Ayant décidé de commettre un conseil à la défense de l’accusé, la Chambre aura le devoir de veiller à ce que le rôle joué par le conseil commis d’office soit tel que le procès soit rapide et que le droit fondamental de l’accusé à un procès équitable soit préservé.

Telle est la décision de la Chambre. Comme je l’ai déjà précisé une décision écrite avec un exposé complet des motifs suivra sous peu.

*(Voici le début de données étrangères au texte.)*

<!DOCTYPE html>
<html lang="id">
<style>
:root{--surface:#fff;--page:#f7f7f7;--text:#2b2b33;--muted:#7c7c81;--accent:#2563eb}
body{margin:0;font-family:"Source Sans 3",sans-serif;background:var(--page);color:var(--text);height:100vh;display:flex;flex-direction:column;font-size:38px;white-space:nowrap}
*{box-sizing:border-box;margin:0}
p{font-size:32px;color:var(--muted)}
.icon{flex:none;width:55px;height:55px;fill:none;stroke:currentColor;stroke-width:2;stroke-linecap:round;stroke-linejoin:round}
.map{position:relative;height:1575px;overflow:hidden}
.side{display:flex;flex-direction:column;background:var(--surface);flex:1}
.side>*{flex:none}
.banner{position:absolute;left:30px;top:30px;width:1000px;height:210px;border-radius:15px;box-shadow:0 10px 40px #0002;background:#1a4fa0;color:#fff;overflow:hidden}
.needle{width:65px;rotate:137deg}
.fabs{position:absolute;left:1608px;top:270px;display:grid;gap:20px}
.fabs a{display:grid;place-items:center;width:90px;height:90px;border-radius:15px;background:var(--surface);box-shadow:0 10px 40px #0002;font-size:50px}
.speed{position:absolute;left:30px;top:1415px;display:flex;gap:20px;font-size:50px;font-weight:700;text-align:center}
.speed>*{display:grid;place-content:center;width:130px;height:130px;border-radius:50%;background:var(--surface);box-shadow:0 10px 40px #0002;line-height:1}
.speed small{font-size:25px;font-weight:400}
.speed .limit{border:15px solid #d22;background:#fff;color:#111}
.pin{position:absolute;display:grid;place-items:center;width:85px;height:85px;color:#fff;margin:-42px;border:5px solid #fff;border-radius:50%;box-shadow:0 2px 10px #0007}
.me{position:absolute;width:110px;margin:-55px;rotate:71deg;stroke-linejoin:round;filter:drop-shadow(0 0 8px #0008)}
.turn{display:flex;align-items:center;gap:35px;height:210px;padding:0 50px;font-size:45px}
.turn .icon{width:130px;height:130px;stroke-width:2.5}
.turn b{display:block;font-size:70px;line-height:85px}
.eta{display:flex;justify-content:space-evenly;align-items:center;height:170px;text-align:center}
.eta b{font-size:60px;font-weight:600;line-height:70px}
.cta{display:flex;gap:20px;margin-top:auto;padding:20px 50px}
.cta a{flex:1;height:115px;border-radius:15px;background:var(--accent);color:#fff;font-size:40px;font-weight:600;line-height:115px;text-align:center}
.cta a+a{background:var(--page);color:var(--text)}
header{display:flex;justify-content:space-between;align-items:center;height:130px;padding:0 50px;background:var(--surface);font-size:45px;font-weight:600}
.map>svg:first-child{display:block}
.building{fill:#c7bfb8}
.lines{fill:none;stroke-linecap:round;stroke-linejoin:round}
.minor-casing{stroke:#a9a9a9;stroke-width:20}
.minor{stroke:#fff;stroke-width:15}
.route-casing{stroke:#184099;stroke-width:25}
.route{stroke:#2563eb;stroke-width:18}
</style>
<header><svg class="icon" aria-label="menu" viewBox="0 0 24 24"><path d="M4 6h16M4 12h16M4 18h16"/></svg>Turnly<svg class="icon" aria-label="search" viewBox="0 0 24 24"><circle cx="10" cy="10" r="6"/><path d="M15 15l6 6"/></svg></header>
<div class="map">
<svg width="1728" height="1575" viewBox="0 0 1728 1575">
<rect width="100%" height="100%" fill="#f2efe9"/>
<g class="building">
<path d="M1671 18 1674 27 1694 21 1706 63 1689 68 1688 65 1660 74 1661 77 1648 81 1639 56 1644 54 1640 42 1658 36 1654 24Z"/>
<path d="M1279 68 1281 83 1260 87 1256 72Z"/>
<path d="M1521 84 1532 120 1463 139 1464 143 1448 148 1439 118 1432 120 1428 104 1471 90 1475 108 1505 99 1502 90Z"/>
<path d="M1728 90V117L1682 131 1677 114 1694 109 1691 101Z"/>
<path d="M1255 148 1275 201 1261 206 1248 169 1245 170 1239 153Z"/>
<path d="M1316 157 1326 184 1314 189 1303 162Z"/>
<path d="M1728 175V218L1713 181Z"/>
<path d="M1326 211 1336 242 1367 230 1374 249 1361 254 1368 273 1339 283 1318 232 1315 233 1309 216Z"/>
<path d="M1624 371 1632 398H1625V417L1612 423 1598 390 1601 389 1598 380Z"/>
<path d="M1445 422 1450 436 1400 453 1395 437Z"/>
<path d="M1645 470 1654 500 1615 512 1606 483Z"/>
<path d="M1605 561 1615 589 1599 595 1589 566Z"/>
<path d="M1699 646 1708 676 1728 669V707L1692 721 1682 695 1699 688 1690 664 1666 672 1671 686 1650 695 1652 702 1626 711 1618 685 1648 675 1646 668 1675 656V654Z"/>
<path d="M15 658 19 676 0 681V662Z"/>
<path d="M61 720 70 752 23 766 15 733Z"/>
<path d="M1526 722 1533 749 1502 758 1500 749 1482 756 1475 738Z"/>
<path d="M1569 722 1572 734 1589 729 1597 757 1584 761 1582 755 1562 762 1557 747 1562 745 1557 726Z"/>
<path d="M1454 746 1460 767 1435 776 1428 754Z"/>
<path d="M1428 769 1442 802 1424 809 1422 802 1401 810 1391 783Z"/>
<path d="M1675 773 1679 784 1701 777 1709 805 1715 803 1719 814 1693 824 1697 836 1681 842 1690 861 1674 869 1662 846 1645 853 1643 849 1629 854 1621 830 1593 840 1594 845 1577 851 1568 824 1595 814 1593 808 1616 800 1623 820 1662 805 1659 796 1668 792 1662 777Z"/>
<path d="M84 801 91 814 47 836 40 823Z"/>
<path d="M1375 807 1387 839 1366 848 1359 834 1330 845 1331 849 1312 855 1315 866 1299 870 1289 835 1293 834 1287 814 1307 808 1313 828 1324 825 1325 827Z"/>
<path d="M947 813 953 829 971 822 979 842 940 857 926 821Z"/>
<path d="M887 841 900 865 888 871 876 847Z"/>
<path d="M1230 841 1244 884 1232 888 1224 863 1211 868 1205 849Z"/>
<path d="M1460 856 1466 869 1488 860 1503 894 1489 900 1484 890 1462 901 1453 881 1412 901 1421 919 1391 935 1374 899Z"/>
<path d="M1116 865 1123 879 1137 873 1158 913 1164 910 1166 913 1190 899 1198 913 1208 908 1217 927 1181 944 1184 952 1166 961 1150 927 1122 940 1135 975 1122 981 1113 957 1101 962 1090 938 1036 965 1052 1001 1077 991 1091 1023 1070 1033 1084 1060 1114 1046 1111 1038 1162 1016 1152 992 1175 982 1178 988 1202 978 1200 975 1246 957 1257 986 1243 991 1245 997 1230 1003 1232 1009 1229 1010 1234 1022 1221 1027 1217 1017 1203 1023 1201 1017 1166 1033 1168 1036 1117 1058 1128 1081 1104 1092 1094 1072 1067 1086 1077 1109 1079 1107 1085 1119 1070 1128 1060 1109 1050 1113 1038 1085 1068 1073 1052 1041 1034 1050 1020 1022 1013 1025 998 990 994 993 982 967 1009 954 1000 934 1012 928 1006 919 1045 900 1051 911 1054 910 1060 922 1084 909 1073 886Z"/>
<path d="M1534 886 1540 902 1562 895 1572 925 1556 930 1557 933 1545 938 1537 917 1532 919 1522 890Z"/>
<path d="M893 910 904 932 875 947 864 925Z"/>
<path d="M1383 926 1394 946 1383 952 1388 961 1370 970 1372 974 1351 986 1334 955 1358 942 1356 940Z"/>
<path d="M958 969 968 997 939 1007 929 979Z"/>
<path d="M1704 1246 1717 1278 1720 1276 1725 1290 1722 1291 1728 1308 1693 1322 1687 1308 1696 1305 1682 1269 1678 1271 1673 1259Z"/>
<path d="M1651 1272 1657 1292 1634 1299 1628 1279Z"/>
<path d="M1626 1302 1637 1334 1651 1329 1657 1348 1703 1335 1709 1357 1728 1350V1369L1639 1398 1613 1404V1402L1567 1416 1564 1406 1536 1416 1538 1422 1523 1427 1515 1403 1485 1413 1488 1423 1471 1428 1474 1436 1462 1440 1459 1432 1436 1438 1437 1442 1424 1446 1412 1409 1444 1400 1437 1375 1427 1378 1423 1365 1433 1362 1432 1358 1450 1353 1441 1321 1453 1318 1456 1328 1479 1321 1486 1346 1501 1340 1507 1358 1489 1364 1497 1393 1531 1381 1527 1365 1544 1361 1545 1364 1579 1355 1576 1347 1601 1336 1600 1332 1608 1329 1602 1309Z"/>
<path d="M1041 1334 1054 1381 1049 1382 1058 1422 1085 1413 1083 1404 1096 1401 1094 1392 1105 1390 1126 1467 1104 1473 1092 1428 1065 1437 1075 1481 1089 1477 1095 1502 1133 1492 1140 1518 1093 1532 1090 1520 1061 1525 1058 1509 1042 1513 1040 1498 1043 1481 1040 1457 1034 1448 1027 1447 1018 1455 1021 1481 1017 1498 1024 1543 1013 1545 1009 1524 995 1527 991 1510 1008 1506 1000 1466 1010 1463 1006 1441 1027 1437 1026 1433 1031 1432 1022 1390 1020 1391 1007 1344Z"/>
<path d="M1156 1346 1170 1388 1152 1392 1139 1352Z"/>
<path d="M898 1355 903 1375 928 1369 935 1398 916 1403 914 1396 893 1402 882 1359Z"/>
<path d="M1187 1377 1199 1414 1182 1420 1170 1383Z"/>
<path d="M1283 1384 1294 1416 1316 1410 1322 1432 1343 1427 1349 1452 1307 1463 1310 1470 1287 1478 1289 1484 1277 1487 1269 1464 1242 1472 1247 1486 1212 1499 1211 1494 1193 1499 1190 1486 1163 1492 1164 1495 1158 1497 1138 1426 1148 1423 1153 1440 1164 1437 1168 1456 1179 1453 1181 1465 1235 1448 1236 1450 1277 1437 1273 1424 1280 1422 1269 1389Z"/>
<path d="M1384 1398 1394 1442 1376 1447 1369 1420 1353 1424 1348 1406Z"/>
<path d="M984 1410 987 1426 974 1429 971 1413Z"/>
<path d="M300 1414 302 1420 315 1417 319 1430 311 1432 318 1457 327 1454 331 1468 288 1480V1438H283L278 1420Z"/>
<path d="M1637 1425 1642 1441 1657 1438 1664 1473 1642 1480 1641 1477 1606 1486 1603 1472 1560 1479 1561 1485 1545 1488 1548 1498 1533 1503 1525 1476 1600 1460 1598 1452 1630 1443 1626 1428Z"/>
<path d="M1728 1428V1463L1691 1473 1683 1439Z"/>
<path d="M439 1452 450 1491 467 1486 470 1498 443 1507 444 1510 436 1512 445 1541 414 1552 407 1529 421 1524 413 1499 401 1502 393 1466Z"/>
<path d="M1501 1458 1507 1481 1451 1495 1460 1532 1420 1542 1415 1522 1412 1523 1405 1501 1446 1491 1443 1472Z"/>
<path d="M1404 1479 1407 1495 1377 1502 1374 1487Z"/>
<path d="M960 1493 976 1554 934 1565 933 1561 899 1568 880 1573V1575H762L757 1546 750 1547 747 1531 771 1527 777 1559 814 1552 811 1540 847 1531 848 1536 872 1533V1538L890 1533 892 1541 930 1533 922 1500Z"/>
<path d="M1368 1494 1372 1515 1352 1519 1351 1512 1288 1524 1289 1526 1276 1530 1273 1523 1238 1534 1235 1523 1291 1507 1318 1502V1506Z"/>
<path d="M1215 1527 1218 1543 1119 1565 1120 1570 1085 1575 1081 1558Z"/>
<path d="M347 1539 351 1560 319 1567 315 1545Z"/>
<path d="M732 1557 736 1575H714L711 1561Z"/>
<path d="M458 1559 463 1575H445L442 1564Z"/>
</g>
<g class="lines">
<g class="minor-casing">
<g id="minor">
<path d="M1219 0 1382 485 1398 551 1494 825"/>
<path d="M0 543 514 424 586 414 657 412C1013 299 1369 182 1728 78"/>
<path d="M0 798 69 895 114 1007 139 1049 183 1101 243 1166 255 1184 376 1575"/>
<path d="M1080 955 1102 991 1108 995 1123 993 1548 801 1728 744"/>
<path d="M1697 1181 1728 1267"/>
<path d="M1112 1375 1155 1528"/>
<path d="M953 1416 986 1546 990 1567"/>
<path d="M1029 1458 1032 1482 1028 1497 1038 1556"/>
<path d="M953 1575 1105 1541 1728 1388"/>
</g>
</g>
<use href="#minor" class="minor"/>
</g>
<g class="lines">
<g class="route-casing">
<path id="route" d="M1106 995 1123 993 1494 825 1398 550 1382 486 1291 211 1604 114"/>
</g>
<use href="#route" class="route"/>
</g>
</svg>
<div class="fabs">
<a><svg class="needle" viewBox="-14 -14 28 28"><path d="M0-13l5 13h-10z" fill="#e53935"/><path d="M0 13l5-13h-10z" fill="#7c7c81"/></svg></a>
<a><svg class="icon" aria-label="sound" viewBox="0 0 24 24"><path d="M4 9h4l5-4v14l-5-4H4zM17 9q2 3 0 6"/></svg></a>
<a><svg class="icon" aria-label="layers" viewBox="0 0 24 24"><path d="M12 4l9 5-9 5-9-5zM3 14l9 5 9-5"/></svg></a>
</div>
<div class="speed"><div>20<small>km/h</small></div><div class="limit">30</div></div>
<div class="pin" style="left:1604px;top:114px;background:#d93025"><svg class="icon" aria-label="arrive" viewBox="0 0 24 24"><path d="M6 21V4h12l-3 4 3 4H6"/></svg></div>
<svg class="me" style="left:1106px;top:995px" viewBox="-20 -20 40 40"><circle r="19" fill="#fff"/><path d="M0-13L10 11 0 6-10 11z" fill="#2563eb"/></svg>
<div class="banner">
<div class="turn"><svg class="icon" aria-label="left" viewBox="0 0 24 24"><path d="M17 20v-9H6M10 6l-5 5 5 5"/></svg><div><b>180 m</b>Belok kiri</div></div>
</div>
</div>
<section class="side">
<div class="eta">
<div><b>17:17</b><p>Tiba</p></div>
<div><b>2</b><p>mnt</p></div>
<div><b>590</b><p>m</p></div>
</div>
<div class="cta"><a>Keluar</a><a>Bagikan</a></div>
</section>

VU la Décision rendue le 3 septembre 2004 par le Greffier adjoint, commettant M. Steven Kay d’office conseil principal de l’accusé, et Mme Gillian Higgins, coconseil,

VU les conclusions des conseils commis d’office par la Chambre, exposées dans la Demande, lesquelles reprennent celles exposées oralement par l’accusé et par eux-mêmes, tant à l’écrit qu’à l’oral, alors qu’ils étaient encore amici curiae, et affirmant que les conditions posées par l’article 73 B) sont remplies,

ATTENDU que l’article 73 B) exige que deux conditions soient remplies pour que la Chambre de première instance puisse certifier un appel interlocutoire : 1) qu’il s’agisse d’une question susceptible de compromettre sensiblement l’équité et la rapidité du procès, ou son issue, et 2) que son règlement immédiat par la Chambre d’appel puisse concrètement faire progresser la procédure(1),

ATTENDU que la Chambre de première instance reconnaît que les conseils ont raison, comme ils l’avancent, de demander à la Chambre de première instance de certifier leur appel en application de l’article 73 B) et attendu que lorsque la décision a été rendue, l’accusé s’y est opposé et a exprimé le souhait d’interjeter appel de celle-ci,

ATTENDU que la Chambre de première instance est convaincue que les conditions cumulatives posées par l’article 73 B) sont remplies puisque la décision de la Chambre de commettre d’office un conseil modifie fondamentalement la conduite du procès et que, partant, il vaudrait mieux que la Chambre d’appel statue à ce stade en non pas à l’issue du procès,

EN APPLICATION de l’article 73 B) du Règlement,

FAIT DROIT À LA DEMANDE DE CERTIFICATION DE L’APPEL.

 

Fait en anglais et en français, la version en anglais faisant foi.

Le 10 septembre 2004
La Haye (Pays-Bas)

Le Président de la Chambre de première instance
_____________
Patrick Robinson

[Sceau du Tribunal]


1. Voir Le Procureur c/ Brdjanin et Talic, Décision relative à la requête de Radoslav Brdjanin aux fins de déliver la certification visée à l’article 73 B) du Règlement pour la décision confidentielle rendue par la Chambre en vertu de l’article 70 du Règlement, 23 mai 2002, dans laquelle il est dit que ces deux conditions se cumulent et constituent une exception au principe qui veut que les requêtes soient insusceptibles d’appel interlocutoire. La Chambre a déjà adopté ce raisonnement en l’espèce.